Prime Minister Benjamin Netanyahu officially confirmed that a search for former Israeli spy Eli Cohen’s remains is underway in Syria. At the same time, in what has been called a “dramatic development,” an item thought to have belonged to Cohen is now in Israel’s possession, a source in the Syrian government claimed. According to local media, the item was first transferred from Damascus to Moscow, which then passed it on to Jerusalem. It is currently being examined by Israeli authorities.
The Syrian source told local media that the item could be a piece of clothing or a document.
Cohen was an Israeli secret agent who, in the early sixties, gained the trust of top Syrian government officials and offered advice to its defense ministry. He was caught and executed in 1965. The whereabouts of his remains have been unknown for decades.

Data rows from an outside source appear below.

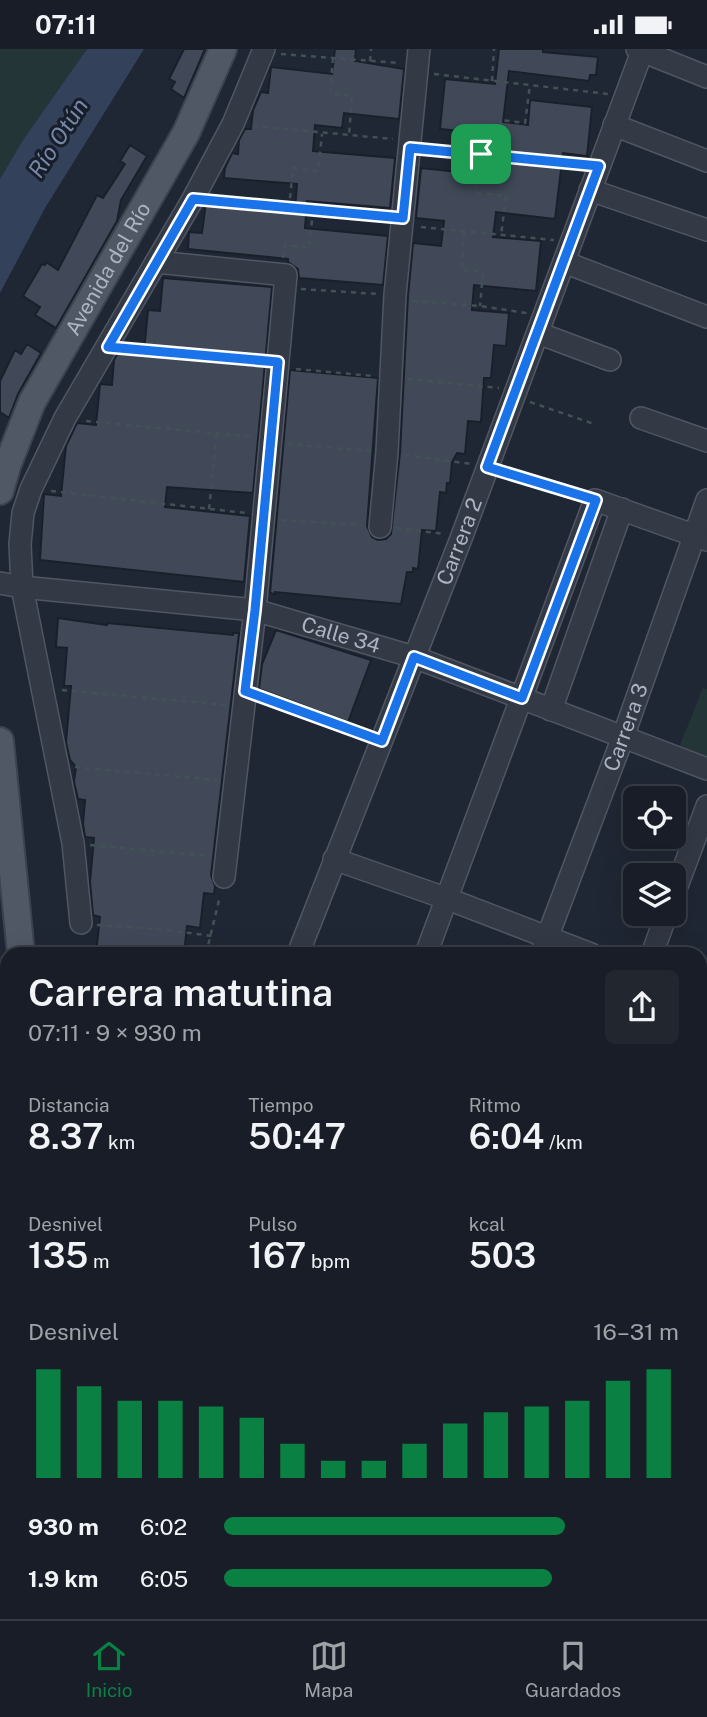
<!DOCTYPE html>
<html lang="es">
<meta charset="utf-8">
<style>
body{margin:0;font-family:"Public Sans",sans-serif;background:#21262f;color:#f1f3f6;height:100vh;display:flex;flex-direction:column;font-size:26px;white-space:nowrap}
*{box-sizing:border-box;margin:0}
p{font-size:23px;color:#9fa2a7}
.icon{flex:none;width:38px;height:38px;fill:none;stroke:currentColor;stroke-width:2;stroke-linecap:round;stroke-linejoin:round}
.map{position:relative;flex:1;overflow:hidden}
.drawer{position:absolute;left:0px;top:898px;width:707px;height:674px;display:flex;flex-direction:column;background:#181d27;border-radius:21px 21px 0 0;box-shadow:0 7px 28px #0002,0 0 0 2px #363b44}
.drawer>*{flex:none}
.fabs{position:absolute;left:623px;top:737px;display:grid;gap:14px}
.fabs a{display:grid;place-items:center;width:63px;height:63px;border-radius:10px;background:#181d27;box-shadow:0 7px 28px #0002,0 0 0 2px #363b44;font-size:35px}
.pin{position:absolute;display:grid;place-items:center;width:60px;height:60px;color:#fff;margin:-30px;border-radius:14px;box-shadow:0 4px 10px #0006}
.round{display:grid;place-items:center;flex:none;width:74px;height:74px;border-radius:10px;background:#21262f}
.head{display:flex;align-items:center;justify-content:space-between;height:119px;padding:0 28px}
h1{font-size:38px;font-weight:600;line-height:52px}
.metrics{display:grid;grid-template-columns:repeat(3,1fr);gap:10px;height:119px;padding:7px 28px}
.metrics div{display:grid;align-content:center}
.metrics b{font-size:35px;font-weight:600}
.metrics small{font-size:19px;font-weight:400}
.metrics p{font-size:19px}
.chart{height:196px;padding:14px 28px}
.chart p{display:flex;justify-content:space-between}
.chart svg{width:100%;height:126px;margin-top:7px;stroke:#0b8043;stroke-width:6}
ul{padding:0 28px;list-style:none;font-size:23px}
li{display:grid;grid-template-columns:112px 84px 1fr;align-items:center;height:52px}
li i{height:18px;border-radius:9px;background:#0b8043}
.status{display:flex;justify-content:space-between;align-items:center;height:49px;padding:0 35px;background:#181d27;direction:ltr}
.status svg{height:19px;fill:currentColor}
.menu{display:flex;justify-content:space-around;align-items:center;height:98px;border-top:2px solid #363b44;background:#181d27;font-size:19px;color:#9fa2a7}
.menu a{display:grid;justify-items:center;gap:4px}
.menu .current{color:#0b8043}
.map>svg:first-child{display:block}
.green{fill:#243537}
.water{fill:#34415b}
.building{fill:#414959;stroke:#1a202b;stroke-width:2}
.lines{fill:none;stroke-linecap:round;stroke-linejoin:round}
.minor-casing{stroke:#505663;stroke-width:24}
.major-casing{stroke:#3c424e;stroke-width:30}
.path{stroke:#415155;stroke-width:2.5;stroke-dasharray:5 5;stroke-linecap:butt}
.minor{stroke:#333945;stroke-width:21}
.major{stroke:#515865;stroke-width:26}
.route-casing{stroke:#fff;stroke-width:14}
.route{stroke:#1a73e8;stroke-width:9}
.labels{text-anchor:middle;stroke-width:6;stroke-linejoin:round;paint-order:stroke}
.street-label{font-size:21px;fill:#acb3c2;stroke:#181e29}
.water-label{font-size:23px;font-style:italic;fill:#7688aa;stroke:#181e29}
</style>
<div class="status"><b>07:11</b><svg viewBox="0 0 49 12"><path d="M0 12V9h3v3zM5 12V6h3v6zM10 12V3h3v9zM15 12V0h3v12zM26 1h20v11H26zM47 4h2v5h-2z"/></svg></div>
<div class="map">
<svg width="707" height="1570" viewBox="0 0 707 1570">
<rect width="100%" height="100%" fill="#202734"/>
<path class="green" d="M0,0H87L23,91L0,130Z
M703,639L707,640V713L678,701Z"/>
<path class="water" d="M87,0H144L45,159L0,244V130L23,91Z"/>
<path class="building" d="M184,0H205L184,49L171,40L175,33L169,30Z
M335,0H356L355,12L404,20L399,70L344,64L342,79L315,76L313,102L395,109L390,159L307,152L305,179L388,187L383,236L299,229L298,220L288,213V210L188,200L189,183L202,184L206,153L295,161L297,135L224,129L225,119L232,104L238,105L239,91L245,80H251L253,61L261,43L268,44L271,18L332,25Z
M499,0H543V3L598,8L596,26H590L589,32L509,22L503,73L528,76L530,51L592,58L587,107L563,104L555,170L496,163L493,188L541,192L536,242L474,236L472,261L509,264L506,297L494,296L491,329H484L481,373L468,372L465,405L457,404L452,413L450,434H447L446,444L440,443L436,482L422,481L418,520L413,519V523H407L401,555L275,543V545L270,544L290,321L378,329L367,477L372,488L378,491L386,490L391,485L400,404L408,247L413,194L441,197L444,172L416,169L421,119L486,126L487,118L493,119L494,112L499,113L502,86L440,80L445,30L495,35Z
M130,96L147,107L121,151L117,172L56,279L35,266L40,258L23,247L42,215L45,216L46,213L58,221L97,146L103,149L125,115L120,112Z
M163,229L272,238L253,444L167,438L165,458L250,467L244,533L40,511L44,445L61,447L66,397L77,374L96,376L100,335L112,336L114,311L120,300L144,303L148,261L160,262Z
M27,295L41,304L18,345L9,369L0,363V332L15,301L21,305Z
M58,569L107,576V574L233,586V584H239L211,826L215,837L214,845L204,844L200,879L187,877L184,905H96L100,868L93,866L90,833L94,789L85,788L83,775L85,751L78,750L74,733L76,718L70,711L66,693L71,637H64L67,599L56,598Z
M276,581L371,611L348,673L259,640L262,615Z"/>
<g class="lines">
<g class="minor-casing">
<g id="minor">
<path d="M637,0L707,28"/>
<path d="M614,76L707,112"/>
<path d="M590,141L707,181"/>
<path d="M156,213L286,226L255,561L224,828"/>
<path d="M564,213L707,268"/>
<path d="M538,284L610,311"/>
<path d="M641,369L707,392"/>
<path d="M380,478L387,403L395,246L419,0"/>
<path id="s1" d="M0,534L22,538L255,561L414,608L707,720"/>
<path d="M551,661L622,460"/>
<path d="M334,810L448,850L591,905"/>
<path d="M674,845L707,757"/>
<path d="M81,874L73,794L22,538L20,495L23,464L31,440L65,369L193,150L233,75L264,0"/>
<path id="s2" d="M298,905L462,487L643,0"/>
<path d="M426,905L595,451L707,491"/>
<path id="s3" d="M541,905L623,688L707,451"/>
<path d="M652,905L667,864"/>
<path d="M700,944L707,946"/>
<path d="M700,1081L707,1062"/>
<path d="M0,1111L7,1104"/>
<path d="M700,1179L707,1182"/>
<path d="M0,1389L7,1400"/>
<path d="M700,1395L707,1376"/>
<path d="M700,1409L707,1411"/>
<path d="M199,1564L200,1570"/>
<path d="M529,1564L532,1570"/>
<path d="M691,1564L693,1570"/>
<path d="M91,1570L94,1564"/>
<path d="M302,1570L310,1564"/>
<path d="M638,1570L640,1564"/>
</g>
</g>
<g class="major-casing">
<g id="major">
<path id="s4" d="M0,442L7,417L32,353L186,84L223,0"/>
<path d="M0,692L21,905"/>
<path d="M0,1032L7,1017"/>
<path d="M0,1508L7,1520"/>
<path d="M51,1564L59,1570"/>
</g>
</g>
<path class="path" d="M281,5L400,14
M333,9L330,45L352,47L349,86
M370,12L371,0
M434,25L608,45
M492,32L494,0
M253,77L393,90
M428,101L582,115
M481,105L476,144L506,147L501,187
M495,107L501,71L525,74L530,36
M211,152L386,168
M289,159L293,119L318,122L322,85
M421,178L554,191
M464,183L462,221L483,223L480,257
M283,209L285,196L309,199L313,162
M301,240L378,245
M412,252L480,257L527,264
M128,299L261,312
M296,320L373,327
M408,330L499,339
M530,353L594,375
M86,372L254,388
M287,395L371,402
M405,406L471,415
M505,423L579,446
M51,442L246,464
M209,460L217,385
M281,471L362,476
M396,479L445,485
M62,641L226,656
M263,649L366,686
M75,718L218,731
M90,796L209,807
M97,876L167,881L212,887
M206,905L220,847
M0,1182L7,1203L0,1206
M0,1291L7,1288
M401,1570L409,1564"/>
<use href="#minor" class="minor"/>
<use href="#major" class="major"/>
</g>
<g class="lines">
<g class="route-casing">
<path id="route" d="M410,99L599,117L487,418L596,451L522,649L414,608L382,692L245,642L255,561L278,313L108,298L193,150L403,169Z"/>
</g>
<use href="#route" class="route"/>
</g>
<g class="labels">
<g class="street-label">
<text dy="7" stroke="none"><textPath href="#s4" startOffset="248">Avenida del Río</textPath></text>
<text dy="7" stroke="none"><textPath href="#s2" startOffset="443">Carrera 2</textPath></text>
<text dy="7" stroke="none"><textPath href="#s1" startOffset="346">Calle 34</textPath></text>
<text dy="7" stroke="none"><textPath href="#s3" startOffset="242">Carrera 3</textPath></text>
</g>
<g class="water-label">
<text transform="translate(58 89) rotate(-57)" y="8">Río Otún</text>
</g>
</g>
</svg>
<div class="fabs">
<a><svg class="icon" aria-label="locate" viewBox="0 0 24 24"><circle cx="12" cy="12" r="6"/><path d="M12 2v4M12 18v4M2 12h4M18 12h4"/></svg></a>
<a><svg class="icon" aria-label="layers" viewBox="0 0 24 24"><path d="M12 4l9 5-9 5-9-5zM3 14l9 5 9-5"/></svg></a>
</div>
<div class="pin" style="left:481px;top:105px;background:#1e9e55"><svg class="icon" aria-label="arrive" viewBox="0 0 24 24"><path d="M6 21V4h12l-3 4 3 4H6"/></svg></div>
<section class="drawer">
<div class="head"><div><h1>Carrera matutina</h1><p>07:11 · 9 × 930 m</p></div><a class="round"><svg class="icon" aria-label="share" viewBox="0 0 24 24"><path d="M12 15V3M7 8l5-5 5 5M5 13v7h14v-7"/></svg></a></div>
<div class="metrics">
<div><p>Distancia</p><b>8.37<small> km</small></b></div>
<div><p>Tiempo</p><b>50:47</b></div>
<div><p>Ritmo</p><b>6:04<small> /km</small></b></div>
</div>
<div class="metrics">
<div><p>Desnivel</p><b>135<small> m</small></b></div>
<div><p>Pulso</p><b>167<small> bpm</small></b></div>
<div><p>kcal</p><b>503</b></div>
</div>
<div class="chart"><p><span>Desnivel</span>16–31 m</p>
<svg viewBox="0 0 160 44" preserveAspectRatio="none"><path d="M5 44V6M15 44V12M25 44V17M35 44V17M45 44V19M55 44V23M65 44V32M75 44V38M85 44V38M95 44V32M105 44V25M115 44V21M125 44V19M135 44V17M145 44V10M155 44V6"/></svg>
</div>
<ul>
<li><b>930 m</b>6:02<i style="width:75%"></i></li>
<li><b>1.9 km</b>6:05<i style="width:72%"></i></li>
</ul>
</section>
</div>
<nav class="menu">
<a class="current"><svg class="icon" aria-label="home" viewBox="0 0 24 24"><path d="M3 11l9-7 9 7M6 9v11h12V9"/></svg>Inicio</a>
<a><svg class="icon" aria-label="map" viewBox="0 0 24 24"><path d="M3 6l6-2 6 2 6-2v14l-6 2-6-2-6 2zM9 4v14M15 6v14"/></svg>Mapa</a>
<a><svg class="icon" aria-label="saved" viewBox="0 0 24 24"><path d="M7 4h10v16l-5-4-5 4z"/></svg>Guardados</a>
</nav>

According to recent reports, the Russian military has been searching for Cohen’s body at the Yarmouk refugee camp near Damascus. In early February, local media reported on excavations at Yarmouk’s cemetery. Asked to comment on this news, Netanyahu for the first time confirmed that the reports are accurate. “It’s true. That’s all I can tell you,” the Israeli premier said.
Israeli Eurovision winner Netta Barzilai will be on the jury of Israel’s The X Factor, local media revealed. During the fourth season of the music talent show, Barzilai will be joined by British television personality Simon Cowell.
Barzilai rose to fame as a 2018 Eurovision contestant and won the competition with her song Toy. The tune would go on to become an international sensation, reaching the number one spot on the music charts of more than 44 countries. Toy also broke viewing records on YouTube and TikTok.
Cowell, the original creator of The X Factor, has been judging the British version of the show since the first season aired in 2004. “Over the years The X Factor format discovered amazing talents from all over the world, I can’t wait to see what Israel has to offer,” Cowell said.
The X Factor has aired three seasons in Israel (2013, 2014, and 2018), with Israeli supermodel Bar Rafaeli as the host of the show. Some of the country’s top talents have participated, including Eden Ben Zaken, Moshe Peretz, and Eden Alene, who will represent the Jewish state in the 2021 Eurovision Song Contest in May.